200 Years Ago - War Sails Up the Penobscot: The Battle of Hampden.

   Saturday morning, September 3, 1814 was an anxious one for the 550 men stationed by Hampden Academy.  They were there to defend the USS Adams, a damaged vessel which was currently down near where Souadabscook flows into the Penobscot.  That the 228 men who crewed the Adams had set up cannons along the wharf and on the high bluff overlooking the river and loaned their muskets to the volunteers was scant comfort.  The task of the local forces was to guard the solitary road against land attack.

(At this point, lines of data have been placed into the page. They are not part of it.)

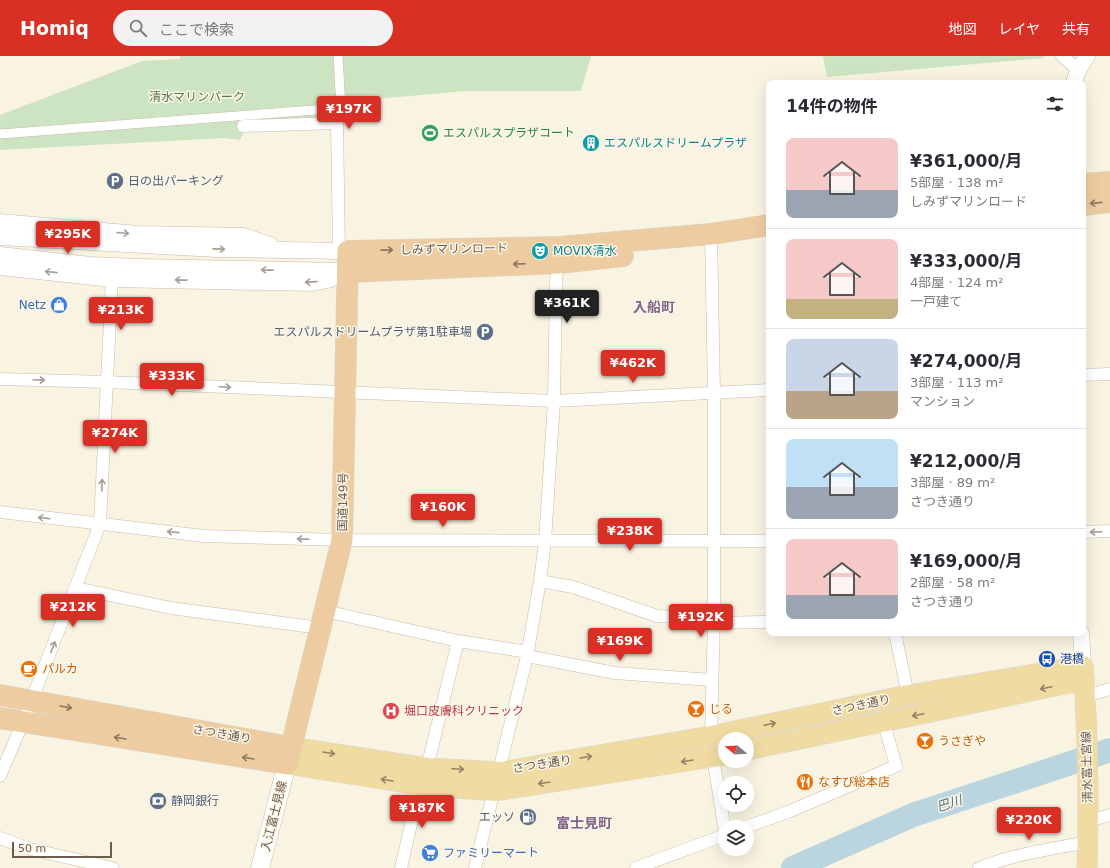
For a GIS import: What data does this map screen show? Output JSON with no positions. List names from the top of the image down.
{
  "streets": {
    "highway": ["しみずマリンロード", "国道149号", "さつき通り"],
    "main road": ["清水富士宮線", "入江富士見線"]
  },
  "crossings": [
    ["しみずマリンロード", "国道149号"],
    ["国道149号", "さつき通り"],
    ["国道149号", "入江富士見線"],
    ["さつき通り", "清水富士宮線"],
    ["さつき通り", "入江富士見線"]
  ],
  "districts": ["入船町", "富士見町"],
  "water": ["巴川"],
  "parks": ["清水マリンパーク"],
  "places": {
    "sports": ["エスパルスプラザコート"],
    "building": ["エスパルスドリームプラザ"],
    "parking": ["日の出パーキング", "エスパルスドリームプラザ第1駐車場"],
    "theatre": ["MOVIX清水"],
    "shop": ["Netz"],
    "bus stop": ["港橋"],
    "cafe": ["パルカ"],
    "bar": ["じる", "うさぎや"],
    "hospital": ["堀口皮膚科クリニック"],
    "restaurant": ["なすび総本店"],
    "bank": ["静岡銀行"],
    "fuel station": ["エッソ"],
    "supermarket": ["ファミリーマート"]
  },
  "scale_bar": "50 m",
  "north": "left",
  "page": {
    "header": "Homiq",
    "search": "ここで検索",
    "nav": ["地図", "レイヤ", "共有"],
    "heading": "14件の物件",
    "price": [
      "¥197K",
      "¥295K",
      "¥361K",
      "¥213K",
      "¥462K",
      "¥333K",
      "¥274K",
      "¥160K",
      "¥238K",
      "¥212K",
      "¥192K",
      "¥169K",
      "¥187K",
      "¥220K"
    ],
    "list": [
      {
        "name": "¥361,000/月",
        "note": "5部屋 · 138 m² · しみずマリンロード"
      },
      {
        "name": "¥333,000/月",
        "note": "4部屋 · 124 m² · 一戸建て"
      },
      {
        "name": "¥274,000/月",
        "note": "3部屋 · 113 m² · マンション"
      },
      {
        "name": "¥212,000/月",
        "note": "3部屋 · 89 m² · さつき通り"
      },
      {
        "name": "¥169,000/月",
        "note": "2部屋 · 58 m² · さつき通り"
      }
    ],
    "scale": "50 m"
  }
}
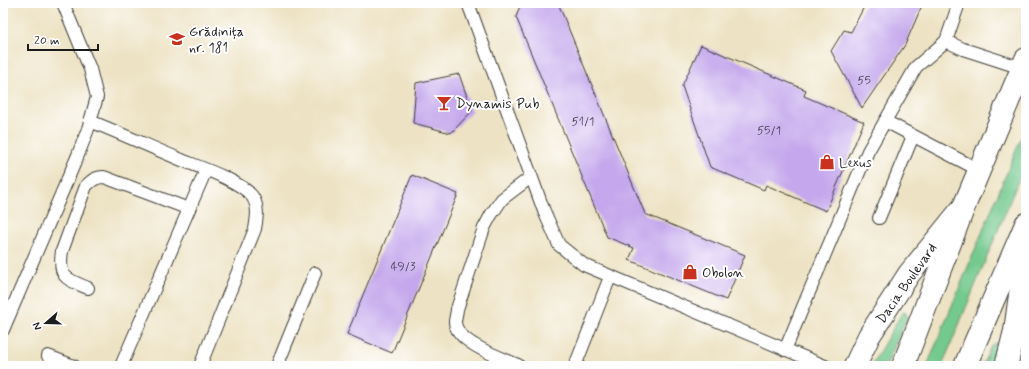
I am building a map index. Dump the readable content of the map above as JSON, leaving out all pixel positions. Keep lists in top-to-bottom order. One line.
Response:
{"streets":{"main road":["Dacia Boulevard"]},"places":{"school or university":["Grădinița nr. 181"],"bar":["Dynamis Pub"],"shop":["Lexus","Obolon"]},"house_numbers":["55","51/1","55/1","49/3"],"scale_bar":"20 m","north":"left"}
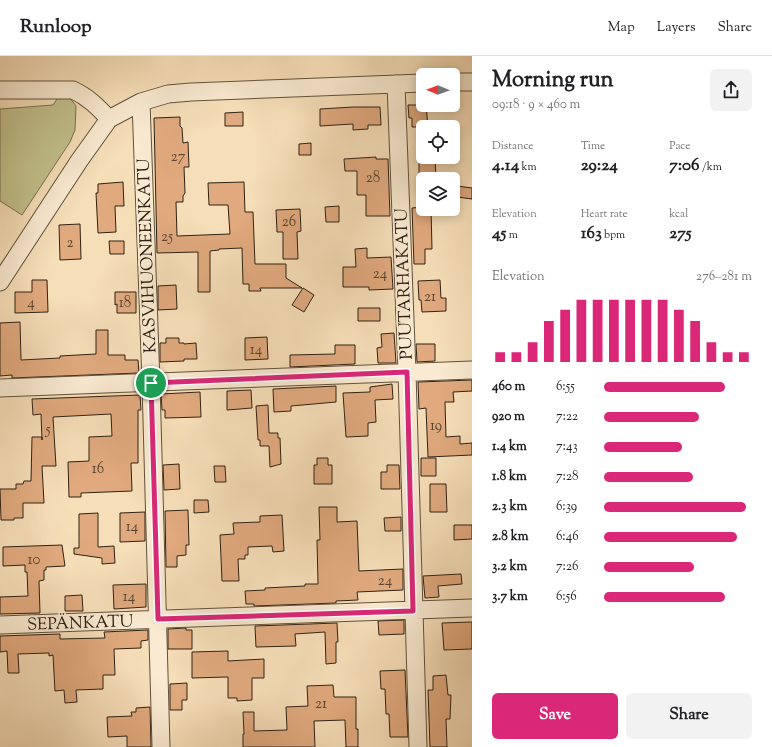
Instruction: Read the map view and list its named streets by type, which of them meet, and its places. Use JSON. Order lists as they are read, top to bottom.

   The Penobscot Bay Region had fallen to British control in the Revolutionary War.  In August of 1779 the Bangor region had seen the tail end of the failure of the Penobscot Expedition, when a few American ships had tried, unsuccessfully, to escape by making their way up the river. The region had remained under partial British control/blockade through the end of the Revolutionary War.

    In this new war, the War of 1812, one of Britain's goals was to shift the borders of the U.S., from the current St. Croix River to the Penobscot.  In addition to giving the British access to the timber in the area it would even the southern line of British territory, so it was easier to move between Halifax Nova Scotia and Quebec City.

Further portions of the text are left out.